How to stay safe around rip currents?
The answer is counter-intuitive.
Even though the water is pulling you out to sea, DO NOT try to swim straight back to shore. Instead, swim PARALLEL to the shore, in either direction, until you are out of the rip current. Then and only then try to swim back toward land. Above all, don’t panic. Stay calm, swim parallel, then back in, and you’ll be fine.
Keep an eye peeled for warnings
Another great help is warnings or warning flags about dangerous conditions. When you enter the Isle of Palms, check the big city sign that is posted at the main intersection in town, right off the Connector. The City of IOP posts red letter warnings there if rip currents are happening.
Lifeguards are trained to deal with rip currents and often have to rescue people from them. In fact, Isle of Palms County Park officials estimate that rip currents are the cause of 80% of surf rescues here on the island.
Assistant park manager Cole Thomas had this to say: "People panic when they start to get pulled out. What we're trying to teach people to do is turn and swim parallel to the shore so you'll swim out of the rip current, and you'll eventually stop feeling it pull."
How Can You Spot a Rip Current?
• Look for choppy, churning water.
• Notice if there’s a section of water looks like it’s a different color.
• Watch for seaweed or foam that is moving fast out to sea.
• Look for a break in the wave pattern along the shore.
What To Do If You’re Caught in a Rip Current?
• Do NOT panic. Stay as calm as you can.
• Do NOT try to swim against the current straight back to shore.
• Instead, swim along the shoreline in either direction to get out of the rip current.
• Once you no longer feel the pull of the current, then swim back to the shore diagonally, away from the rip.
• If you are in trouble, wave or call for help. In the meantime, float or tread water.

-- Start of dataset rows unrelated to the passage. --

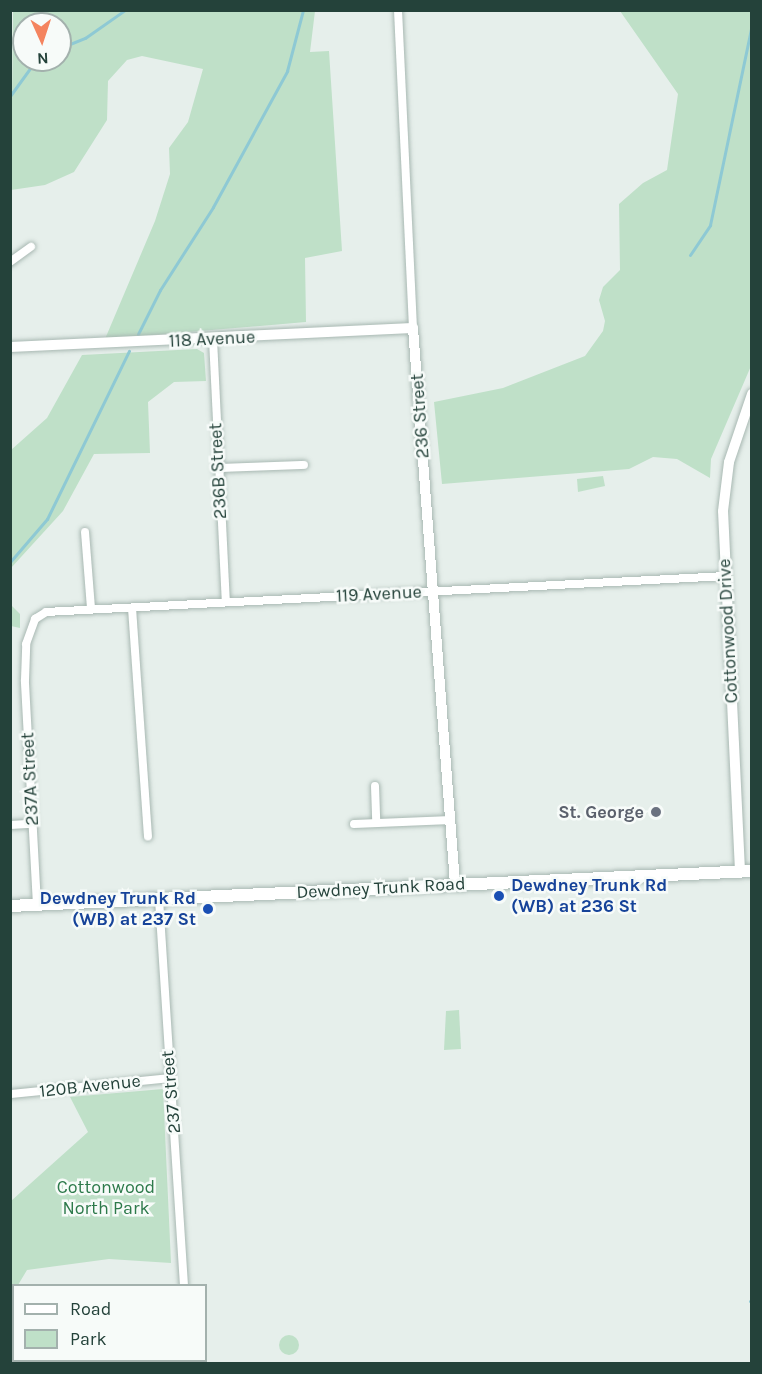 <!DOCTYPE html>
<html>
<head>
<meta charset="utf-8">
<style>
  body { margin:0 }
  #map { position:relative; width:762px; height:1374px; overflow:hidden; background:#e6efeb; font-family:Karla,sans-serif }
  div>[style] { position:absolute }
  .green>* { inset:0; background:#bfe0c8 }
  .round { border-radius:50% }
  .stream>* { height:3px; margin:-1.5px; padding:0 1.5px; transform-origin:1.5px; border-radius:1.5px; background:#8ec9d4 }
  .roads { filter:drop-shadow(0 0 2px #a8b8b2) drop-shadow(0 0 2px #a8b8b2) }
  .minor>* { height:8px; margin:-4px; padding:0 4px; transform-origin:4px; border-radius:4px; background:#fff }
  .tertiary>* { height:10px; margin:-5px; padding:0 5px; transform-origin:5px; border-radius:5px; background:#fff }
  .secondary>* { height:12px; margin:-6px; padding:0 6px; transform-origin:6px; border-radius:6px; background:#fff }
  .dots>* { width:16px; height:16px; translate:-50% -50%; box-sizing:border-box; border:3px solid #f7fbf9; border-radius:50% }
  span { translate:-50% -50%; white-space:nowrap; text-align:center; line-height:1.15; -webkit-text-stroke:5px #f7fbf9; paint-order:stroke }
  .street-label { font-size:18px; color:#24423a }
  .worship-label { font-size:18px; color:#5b616d; font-weight:700 }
  .right { translate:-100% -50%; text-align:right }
  .transit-label { font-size:18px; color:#164399; font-weight:700 }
  .left { translate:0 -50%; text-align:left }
  .park-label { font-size:18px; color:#2d7a4b }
  .frame { position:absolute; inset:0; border:12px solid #24423a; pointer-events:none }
  .legend { position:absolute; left:12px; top:1284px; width:195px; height:78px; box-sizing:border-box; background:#f7fbf9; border:2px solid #a3b1ad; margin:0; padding:8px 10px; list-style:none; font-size:18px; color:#24423a }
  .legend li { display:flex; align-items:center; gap:12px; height:30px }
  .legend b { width:30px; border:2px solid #a3b1ad }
  .north { position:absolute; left:12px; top:12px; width:60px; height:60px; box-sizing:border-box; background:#f7fbf9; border:2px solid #a3b1ad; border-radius:50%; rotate:177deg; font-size:16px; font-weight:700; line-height:24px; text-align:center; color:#24423a }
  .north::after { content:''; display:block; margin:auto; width:21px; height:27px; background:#f4845f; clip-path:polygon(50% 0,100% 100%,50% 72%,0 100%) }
</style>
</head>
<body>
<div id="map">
  <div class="green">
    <div style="clip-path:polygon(evenodd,13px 10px,315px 11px,310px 52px,329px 51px,342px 251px,305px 258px,306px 322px,105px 339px,155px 221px,170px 174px,169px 148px,188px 122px,203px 69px,142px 56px,127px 60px,108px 81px,107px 120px,74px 172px,45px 185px,11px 190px,13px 10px,24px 24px,60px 24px,60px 60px,24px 60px,24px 24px)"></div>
    <div style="clip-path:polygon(620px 11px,751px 11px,751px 366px,711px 459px,710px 478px,677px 459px,653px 457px,629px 469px,442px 484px,434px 402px,503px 388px,585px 356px,603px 331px,605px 321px,599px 300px,603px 287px,620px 270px,619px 204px,643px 183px,667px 170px,678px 94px)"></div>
    <div style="clip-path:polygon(197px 349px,204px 353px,206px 381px,174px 382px,148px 402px,150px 453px,94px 454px,63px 511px,11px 568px,11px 450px,47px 418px,82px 355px)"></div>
    <div style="clip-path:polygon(603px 476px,605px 486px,578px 492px,577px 479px)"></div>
    <div style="clip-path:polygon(10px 604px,20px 614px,20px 628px,11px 626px)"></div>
    <div style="clip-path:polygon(459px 1010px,461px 1049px,444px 1050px,446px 1011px)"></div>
    <div style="clip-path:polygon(163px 1089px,171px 1263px,109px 1259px,27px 1270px,18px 1285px,14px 1286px,11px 1299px,11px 1201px,88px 1132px,70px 1097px)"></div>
    <div class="round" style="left:279px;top:1335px;width:20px;height:20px"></div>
  </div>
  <div class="stream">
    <div style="left:60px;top:48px;width:27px;rotate:-22deg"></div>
    <div style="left:85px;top:38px;width:49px;rotate:-35deg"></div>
    <div style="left:10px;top:96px;width:44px;rotate:-54.2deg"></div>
    <div style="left:690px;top:255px;width:36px;rotate:-56deg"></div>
    <div style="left:710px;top:225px;width:205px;rotate:-78.2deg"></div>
    <div style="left:138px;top:334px;width:49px;rotate:-63.4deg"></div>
    <div style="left:160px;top:290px;width:98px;rotate:-57.4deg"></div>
    <div style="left:213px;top:207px;width:155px;rotate:-61.4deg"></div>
    <div style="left:287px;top:71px;width:63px;rotate:-75.3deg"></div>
    <div style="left:10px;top:562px;width:57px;rotate:-49.3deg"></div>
    <div style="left:47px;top:519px;width:187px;rotate:-64deg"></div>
    <div style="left:750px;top:1301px;width:2px"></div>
  </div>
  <div class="roads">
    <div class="minor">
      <div style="left:398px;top:10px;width:318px;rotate:87.3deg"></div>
      <div style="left:10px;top:262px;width:26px;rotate:-36deg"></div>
      <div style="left:213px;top:339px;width:263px;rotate:87.2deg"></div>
      <div style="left:217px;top:468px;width:87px;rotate:-2deg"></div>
      <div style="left:85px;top:532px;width:77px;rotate:85.5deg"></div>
      <div style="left:132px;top:608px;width:229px;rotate:86deg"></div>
      <div style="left:375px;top:786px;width:37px;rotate:88deg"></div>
      <div style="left:354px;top:824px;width:97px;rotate:-2.4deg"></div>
      <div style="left:10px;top:825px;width:22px;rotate:-3deg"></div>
      <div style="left:159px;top:899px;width:388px;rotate:86.3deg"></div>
      <div style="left:37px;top:905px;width:225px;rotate:-93.1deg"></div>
      <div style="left:25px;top:680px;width:36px;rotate:-88deg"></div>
      <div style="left:26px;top:644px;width:27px;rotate:-70deg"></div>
      <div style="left:35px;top:619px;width:13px;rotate:-32deg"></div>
      <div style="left:46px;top:612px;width:680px;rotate:-3.03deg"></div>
      <div style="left:10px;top:1094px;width:160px;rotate:-5.7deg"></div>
      <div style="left:189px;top:1360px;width:4px;rotate:90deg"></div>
    </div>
    <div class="tertiary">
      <div style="left:10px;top:347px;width:403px;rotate:-2.7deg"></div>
      <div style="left:413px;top:328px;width:558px;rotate:85.68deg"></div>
      <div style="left:740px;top:871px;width:360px;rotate:-92.7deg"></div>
      <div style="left:723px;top:511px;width:49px;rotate:-83deg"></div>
      <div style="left:729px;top:462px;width:72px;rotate:-71.3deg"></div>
    </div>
    <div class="secondary">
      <div style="left:10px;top:906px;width:743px;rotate:-2.7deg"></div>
    </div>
  </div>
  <div class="dots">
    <div style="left:656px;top:812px;background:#6b7280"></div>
    <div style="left:499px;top:896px;background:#1a4fb4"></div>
    <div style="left:208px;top:909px;background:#1a4fb4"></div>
  </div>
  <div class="street-label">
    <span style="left:212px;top:339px;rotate:-3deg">118 Avenue</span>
    <span style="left:420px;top:416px;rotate:-94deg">236 Street</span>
    <span style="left:218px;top:471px;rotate:-93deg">236B Street</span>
    <span style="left:379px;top:594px;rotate:-3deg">119 Avenue</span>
    <span style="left:728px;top:631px;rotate:-93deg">Cottonwood Drive</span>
    <span style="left:30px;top:779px;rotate:-93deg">237A Street</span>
    <span style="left:381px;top:888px;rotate:-3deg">Dewdney Trunk Road</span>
    <span style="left:90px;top:1086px;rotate:-6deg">120B Avenue</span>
    <span style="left:171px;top:1092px;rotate:-95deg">237 Street</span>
  </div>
  <div class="worship-label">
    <span class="right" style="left:644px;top:812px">St. George</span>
  </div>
  <div class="transit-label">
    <span class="left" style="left:511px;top:896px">Dewdney Trunk Rd<br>(WB) at 236 St</span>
    <span class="right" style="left:196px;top:909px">Dewdney Trunk Rd<br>(WB) at 237 St</span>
  </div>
  <div class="park-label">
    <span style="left:106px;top:1198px">Cottonwood<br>North Park</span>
  </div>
  <div class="frame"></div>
  <ul class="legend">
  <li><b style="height:8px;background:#fff"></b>Road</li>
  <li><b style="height:16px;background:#bfe0c8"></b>Park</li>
  </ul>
  <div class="north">N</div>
</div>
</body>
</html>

Rip currents can be scary, indeed. They can take down even the strongest swimmers. They can also lead to multiple fatalities as other well-meaning but uninformed people rush in to help.
But once you are armed with the knowledge of what they are and how to deal with them,you should be just fine. Education really is the key with this powerful phenomenon of nature.
So help spread the word about rip currents, and you may save a life or two or three. And if you or a loved one get caught in one, now you’ll know just what to do.